A bebê era nervosa e tinha atrasos no desenvolvimento. Foi após seguidas visitas domiciliares que uma agente identificou o problema. Os pais não deixavam ela engatinhar. Haviam se mudado há pouco para a casa de chão áspero e irregular: temiam que a garotinha se machucasse se fosse para o chão.
A agente instalou uma espécie de trilha como solução, que permitiu que a criança passasse a se locomover. Ela floresceu. “Antes era brava e nervosa. Agora é bagunceira”, contou a mãe em matéria de Flávia Oshima, da revista Época, sobre o Mais Infância – programa cearense de visitação domiciliar voltado para o desenvolvimento infantil.

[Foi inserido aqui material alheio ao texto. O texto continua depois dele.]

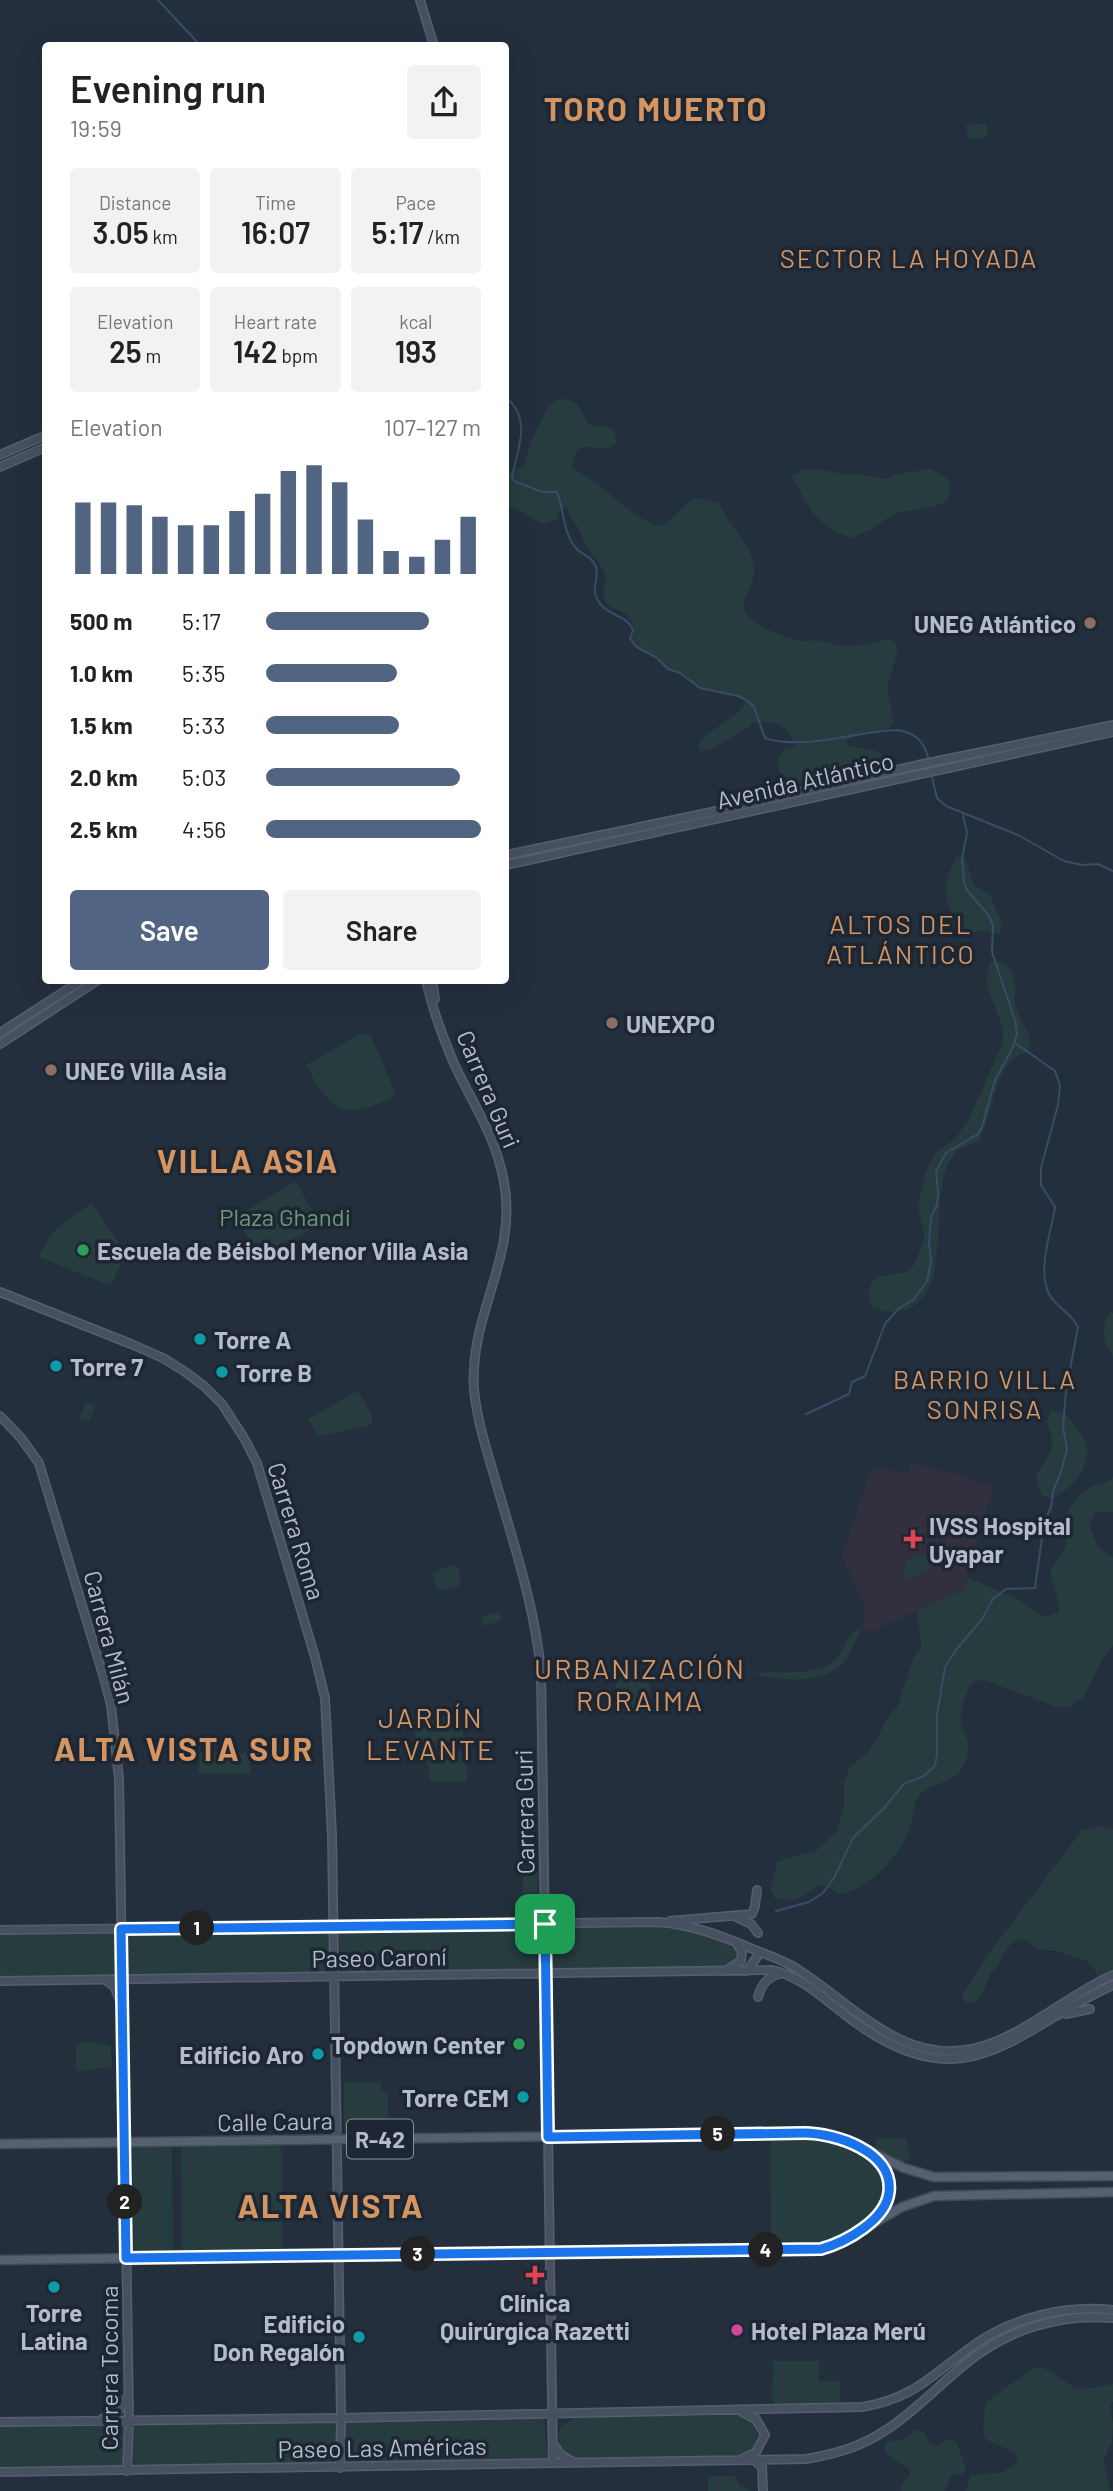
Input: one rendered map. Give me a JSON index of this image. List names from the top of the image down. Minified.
{"streets":{"main road":["Calle Caura","R-42"],"street":["Avenida Atlántico","Carrera Guri","Carrera Roma","Carrera Milán","Paseo Caroní","Carrera Tocoma","Paseo Las Américas"]},"crossings":[["Carrera Guri","Paseo Caroní"],["Carrera Guri","Calle Caura"],["Carrera Guri","Paseo Las Américas"],["Carrera Roma","Paseo Caroní"],["Carrera Roma","Calle Caura"],["Carrera Roma","Paseo Las Américas"],["Carrera Milán","Paseo Caroní"],["Carrera Milán","Carrera Tocoma"],["Paseo Caroní","Carrera Tocoma"],["Calle Caura","R-42"],["Calle Caura","Carrera Tocoma"],["Carrera Tocoma","Paseo Las Américas"]],"districts":["TORO MUERTO","SECTOR LA HOYADA","ALTOS DEL ATLÁNTICO","VILLA ASIA","BARRIO VILLA SONRISA","URBANIZACIÓN RORAIMA","JARDÍN LEVANTE","ALTA VISTA SUR","ALTA VISTA"],"parks":["Plaza Ghandi"],"places":{"other":["UNEG Atlántico","UNEXPO","UNEG Villa Asia","Escuela de Béisbol Menor Villa Asia","Torre A","Torre 7","Torre B","Topdown Center","Edificio Aro","Torre CEM","Torre Latina","Hotel Plaza Merú","Edificio Don Regalón"],"health":["IVSS Hospital Uyapar","Clínica Quirúrgica Razetti"]},"page":{"heading":["Evening run","19:59"],"stats":[["Distance","3.05 km"],["Time","16:07"],["Pace","5:17 /km"],["Elevation","25 m"],["Heart rate","142 bpm"],["kcal","193"]],"chart":["Elevation","107–127 m"],"list":[{"name":"500 m","note":"5:17"},{"name":"1.0 km","note":"5:35"},{"name":"1.5 km","note":"5:33"},{"name":"2.0 km","note":"5:03"},{"name":"2.5 km","note":"4:56"}],"buttons":["Save","Share"],"pins":["1","5","2","4","3"]}}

Essa “desigualdade do engatinhar” é importante porque o desenvolvimento nos primeiros anos de vida está associado ao desempenho na escola nos anos seguintes e ao sucesso no mercado de trabalho. Em especial os primeiros mil dias, que constituem um “estirão” do desenvolvimento – como resumiu neste Dia das Crianças a deputada Paula Belmonte. A desigualdade nessa fase antecipa a das fases seguintes.
O engatinhar em si está até relacionado à capacidade de resolver problemas e de aprender, mas o relato do sertão cearense é emblemático em mostrar como os brasileiros são diferentes desde este momento. O Renda Brasil pode ser uma grande oportunidade de combater as desigualdades desde esse início.
A ampliação das escassas transferências de renda contribui para reduzir as privações a que crianças pobres estão submetidas e o estresse no domicílio, mesmo papel que cabe à inclusão das mães no mercado de trabalho. Expandir a rede de creches pode contribuir com cuidado de maior qualidade. Fortalecer o programa nacional de visitação domiciliar – o Criança Feliz – ajuda a ensinar os pais a estimularem seus filhos desde logo, como evidencia o caso do Mais Infância Ceará.
Como sabemos, porém, essas políticas ainda não foram consideradas prioritárias o suficiente para terem financiamento garantido. Além dessas, a história do sertão ressalta a relevância das políticas de habitação. Seja com apoio estatal direto como no Casa Verde e Amarela/MCMV, ou combatendo as regras que limitam a oferta de imóveis nos grandes centros, o fato é que a políticas habitacionais podem ser chave para a infância – sobretudo num país que crianças não têm acesso a creche.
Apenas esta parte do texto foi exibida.